A nation at risk.

Several months ago I was approached by The CEA Blog to contribute a piece on the 25th anniversary of the “A Nation at Risk” report. About a month ago, I sent my essay. On Monday I was told it would run on Wednesday. Tuesday night, I was asked if I could remove two references to US foreign and domestic policy.

I said that I could not change what I had written. As a result it does not seem that my post will be allowed to appear on The CEA Blog. It’s their blog. I have my own. The post follows:

Our once unchallenged preeminence in commerce, industry, science, and technological innovation is being overtaken by competitors throughout the world.

-A Nation at Risk, 1983

I entered my first classroom one year after the publication of A Nation at Risk. I was thirty-five years old.

I have been a teacher for almost a quarter of a century. I have heard and read lots of people using metaphors to describe what I do. In fact, I have probably heard and read them all.

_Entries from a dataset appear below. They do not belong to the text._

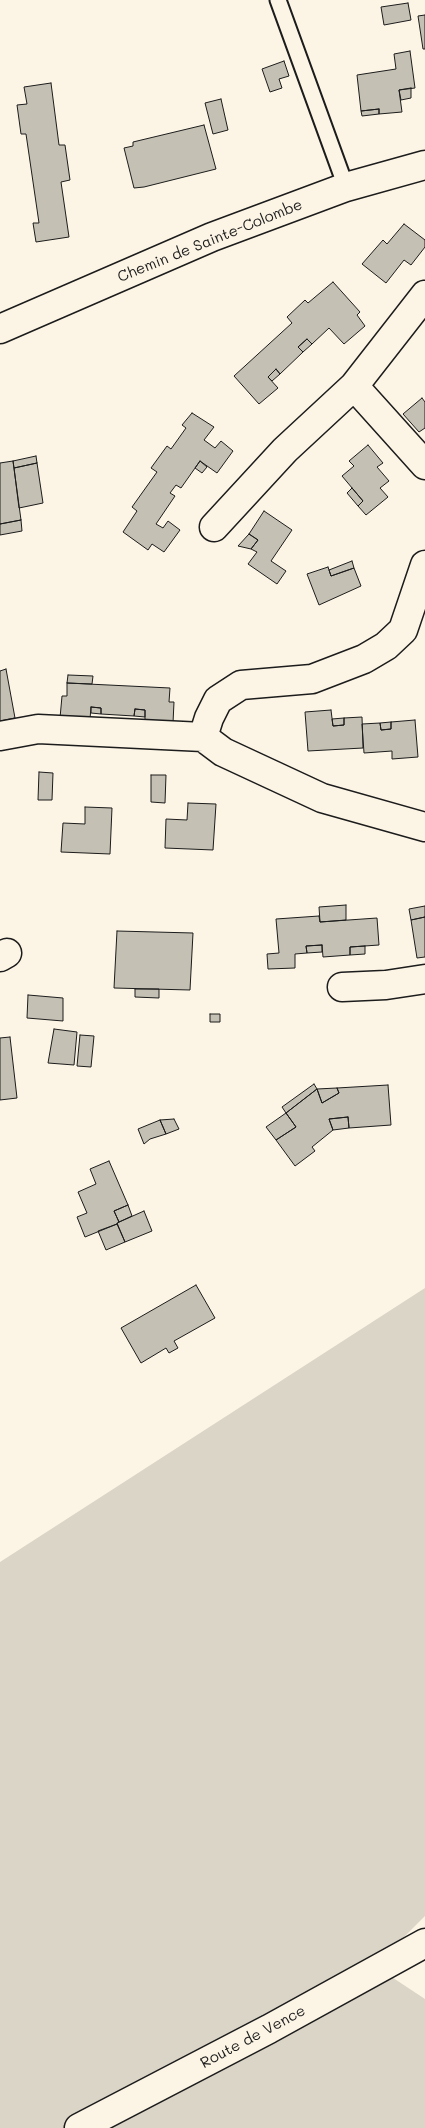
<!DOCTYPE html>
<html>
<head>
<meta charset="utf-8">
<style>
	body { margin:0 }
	canvas { display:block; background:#fcf5e5 }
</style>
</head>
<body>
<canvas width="425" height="2128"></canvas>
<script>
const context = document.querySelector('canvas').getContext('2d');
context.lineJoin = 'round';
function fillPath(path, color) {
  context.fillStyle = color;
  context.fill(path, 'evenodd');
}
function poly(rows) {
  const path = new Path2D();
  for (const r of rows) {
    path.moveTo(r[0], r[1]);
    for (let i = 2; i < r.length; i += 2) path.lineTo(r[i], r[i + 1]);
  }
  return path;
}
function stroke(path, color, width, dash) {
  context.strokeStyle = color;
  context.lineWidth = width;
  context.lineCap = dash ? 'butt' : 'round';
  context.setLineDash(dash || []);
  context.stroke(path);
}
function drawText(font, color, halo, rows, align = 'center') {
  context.font = font + ' Mali,sans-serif';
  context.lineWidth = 4.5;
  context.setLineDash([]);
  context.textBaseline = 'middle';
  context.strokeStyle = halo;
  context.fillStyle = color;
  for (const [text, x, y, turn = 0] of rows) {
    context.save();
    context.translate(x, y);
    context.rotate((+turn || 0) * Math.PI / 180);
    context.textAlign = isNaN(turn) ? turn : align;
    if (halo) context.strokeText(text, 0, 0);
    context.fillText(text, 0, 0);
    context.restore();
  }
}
const green = poly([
	[425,1288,425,1916,375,1966,425,1999,425,2128,0,2128,0,1562]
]);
const building = poly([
	[408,3,411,20,384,25,381,7,408,3],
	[425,15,425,49,423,49,418,16,425,15],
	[410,51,415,88,399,90,402,112,379,114,379,109,361,111,357,75,396,69,394,54,410,51],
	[284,61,289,76,279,79,282,88,270,92,262,69,284,61],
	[51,83,59,145,65,145,70,180,61,182,69,237,36,242,33,223,39,223,26,134,21,134,17,105,27,104,24,87,51,83],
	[411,88,411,98,401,100,399,90,411,88],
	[221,99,228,130,213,134,205,103,221,99],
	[379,109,379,114,362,116,361,111,379,109],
	[204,125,216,169,144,187,134,188,124,148,133,146,133,142,204,125],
	[404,224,425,240,425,247,411,265,404,260,386,283,362,264,383,240,387,244,404,224],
	[333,282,360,312,357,315,365,326,344,344,329,328,312,344,307,339,298,347,303,352,280,374,276,369,268,377,278,388,259,404,234,376,292,323,287,317,305,300,308,303,333,282],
	[307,339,312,344,303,352,298,347,307,339],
	[276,369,280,374,272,381,268,377,276,369],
	[422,398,425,402,425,428,419,432,403,414,422,398],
	[192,413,214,427,204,440,215,448,221,441,233,451,217,473,200,461,181,488,176,485,170,493,175,496,156,524,163,528,168,521,180,530,164,552,152,544,148,550,123,532,137,511,132,507,157,472,151,468,167,446,171,449,186,428,182,425,192,413],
	[368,445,383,463,377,467,389,481,380,488,388,497,366,515,358,506,363,501,342,476,354,466,349,461,368,445],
	[36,456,37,463,14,468,13,461,36,456],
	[13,461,21,520,0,524,0,463,13,461],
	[200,461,207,467,202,473,195,468,200,461],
	[37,463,43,503,19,508,14,468,37,463],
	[352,488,363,501,358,506,347,493,352,488],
	[264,511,292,530,271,561,286,571,277,584,248,564,257,552,251,549,258,540,249,534,264,511],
	[21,520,22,531,0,535,0,524,21,520],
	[249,534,258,540,251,549,238,546,249,534],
	[352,561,354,568,331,576,329,570,352,561],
	[328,567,331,576,354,568,361,586,319,605,307,574,328,567],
	[6,669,15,718,0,721,0,671,6,669],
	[68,675,93,676,92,684,67,683,68,675],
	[67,683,170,688,169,702,174,702,173,723,145,721,145,710,135,709,134,716,101,714,101,708,91,707,90,719,60,718,62,696,67,696,67,683],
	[91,707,101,708,101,714,91,713,91,707],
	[135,709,145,710,145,717,134,716,135,709],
	[331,710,333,726,344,725,344,718,362,717,363,748,308,751,305,712,331,710],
	[344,718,344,725,333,726,332,719,344,718],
	[415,720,418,757,392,759,392,751,364,753,362,724,380,723,381,730,391,729,391,722,415,720],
	[391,722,391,729,381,730,380,723,391,722],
	[39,772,53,773,52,800,38,800,39,772],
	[151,775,166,775,165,803,151,802,151,775],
	[188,803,216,804,213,850,165,848,166,819,187,820,188,803],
	[85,807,112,808,110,854,61,852,63,823,85,824,85,807],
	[346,905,346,920,320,922,319,907,346,905],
	[425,906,425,917,411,920,409,909,425,906],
	[319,916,320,922,377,918,379,945,350,947,350,955,323,957,322,945,306,946,307,953,295,954,295,968,268,969,267,954,279,953,276,919,319,916],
	[425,917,425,957,417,958,411,920,425,917],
	[117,931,193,933,190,990,114,988,117,931],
	[322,945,322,952,307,953,306,946,322,945],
	[365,946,365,954,350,955,350,947,365,946],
	[135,989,159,989,159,998,135,997,135,989],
	[28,995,63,998,63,1021,27,1018,28,995],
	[210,1014,220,1014,220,1022,210,1022,210,1014],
	[54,1029,77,1032,74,1065,48,1063,54,1029],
	[80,1035,94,1036,91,1067,77,1066,80,1035],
	[10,1037,17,1098,0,1100,0,1038,10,1037],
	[314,1084,317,1089,286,1113,282,1107,314,1084],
	[388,1085,391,1125,349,1128,348,1117,329,1119,333,1130,312,1147,315,1151,295,1166,276,1140,296,1127,286,1113,317,1089,322,1103,339,1093,337,1088,388,1085],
	[337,1088,339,1093,322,1103,317,1089,337,1088],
	[286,1113,296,1127,276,1140,266,1127,286,1113],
	[348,1117,349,1128,333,1130,329,1119,348,1117],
	[174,1119,179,1129,166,1134,160,1120,174,1119],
	[160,1120,166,1134,150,1139,144,1144,138,1129,160,1120],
	[109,1161,128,1205,114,1211,119,1222,117,1224,85,1237,77,1217,87,1213,78,1192,96,1184,90,1169,109,1161],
	[128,1205,132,1216,119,1222,114,1211,128,1205],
	[144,1211,152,1231,125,1242,117,1223,144,1211],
	[117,1224,125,1242,106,1250,98,1231,117,1224],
	[196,1285,215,1318,174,1341,178,1348,169,1353,166,1348,141,1363,121,1328,196,1285]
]);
const lane = poly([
	[278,0,346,187]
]);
const street = poly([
	[0,329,212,237,346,187,425,165],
	[354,386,425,465],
	[214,527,285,450,354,386,425,295],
	[0,736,38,729,203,737,223,752,322,798,425,827],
	[203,737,209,718,218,700,241,685,312,679,364,659,386,646,403,630,425,565],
	[0,957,7,953],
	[342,987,386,985,425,979]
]);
const secondary = poly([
	[79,2128,269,2029,425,1943]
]);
const streetNames = [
	["Chemin de Sainte-Colombe",210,241,-22],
	["Route de Vence",253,2037,-28]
];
fillPath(green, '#dbd5c8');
fillPath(building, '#c4c0b3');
stroke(building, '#1c1c1c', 1);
stroke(lane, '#1c1c1c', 19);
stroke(street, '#1c1c1c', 31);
stroke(secondary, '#1c1c1c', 31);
stroke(lane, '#fcf5e5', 15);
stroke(street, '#fcf5e5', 28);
stroke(secondary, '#fcf5e5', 28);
drawText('15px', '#1c1c1c', '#fcf5e5', streetNames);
</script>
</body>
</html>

Frequently they are war metaphors. They are metaphors to make us fear global enemies. They are the education equivalent of WMDs.

They are lies.

In a time of what seems to be endless war and endless global enemies, I grow weary of metaphors like these.

Neither my colleagues nor I teach on the military front lines. We don’t work in trenches. We are not weapons in a global battle. And we have no interest in being part of an army in the struggle for global economic supremacy.

We teach children.

Some of my students are at risk. They struggle to learn to read. Many come into my room with learning disabilities and emotional issues. It is more difficult for local school districts to pay the cost of supporting our students.

Some come from families who are at risk. There are children with no parents around. They are living with an aunt or a grandmother. There are families whose parents are out of work with no prospects of getting work.

In the city where I live, dozens of students have been murdered right outside their schools’ front doors this year. Their classmates certainly feel at risk. All that the local political leaders can offer is calls for gun control and placing computer chips in bus cards so that students can be tracked.

Does this sound like it is competition from India that threatens our young people?

If a Chinese worker’s life is improved through Chinese education and economic development, why should the American people see that as a loss for them?

Looking back twenty five years later, it is the greatest of ironies that A Nation at Risk warns,

“If an unfriendly foreign power had attempted to impose on America the mediocre educational performance that exists today, we might well have viewed it as an act of war.”

Which power in the world is attempting to impose its will on others? Which power in the world, in defiance of the will of its own people and the people and nations of the whole world, is committed to preemptive and perpetual war?

Nations are at risk.

Our people are at risk.

But it is not the risk that is described in A Nation at Risk.

It isn’t the risk of educational mediocrity that is our greatest risk.

It’s the risk that comes form national political leadership who are bullies internationally and contemptuous of their people’s needs at home.

I was asked to write about what would American public education look like today if “A Nation At Risk” had never been authored?

There have been other government reports in the twenty-five years since A Nation at Risk. They all have said pretty much the same thing. NCLB is the inevitable result.

For those of us who work for a humane, people-centered system of democratic public education, we can resist the drive to make us part of their global economic wars.

Reports or no reports.

3 thoughts on “A nation at risk.

  1. “…contemptuous of their people’s needs at home.”

    They’re not only contemptuous of their people’s needs, but they’ve got a huge pool of those people convinced that their needs are not important. Witness the attacks on the ATR teachers in NYC. The New Teacher Project writes they should be placed on “unpaid leave,” implying that’s somehow an improvement over “fired,” and the papers, including the NY Times, eat it up, ignoring the millions that funnel from the DoE to the coffers of this “objective” organization.

    The worst suggestion, though, is that we ought to accept this blatant violation of the contract the city wrote and signed (along with the UFT, of course) because it will put us more in line with other industries. Actually, any well-informed person who gives a fiddler’s fart about working people would suggest that other industries need to get in line with us.

    These people, who need scapegoats and pick teachers, are among the worst sort of insidious slime there is. And they’re far more successful today than they were when that report came out.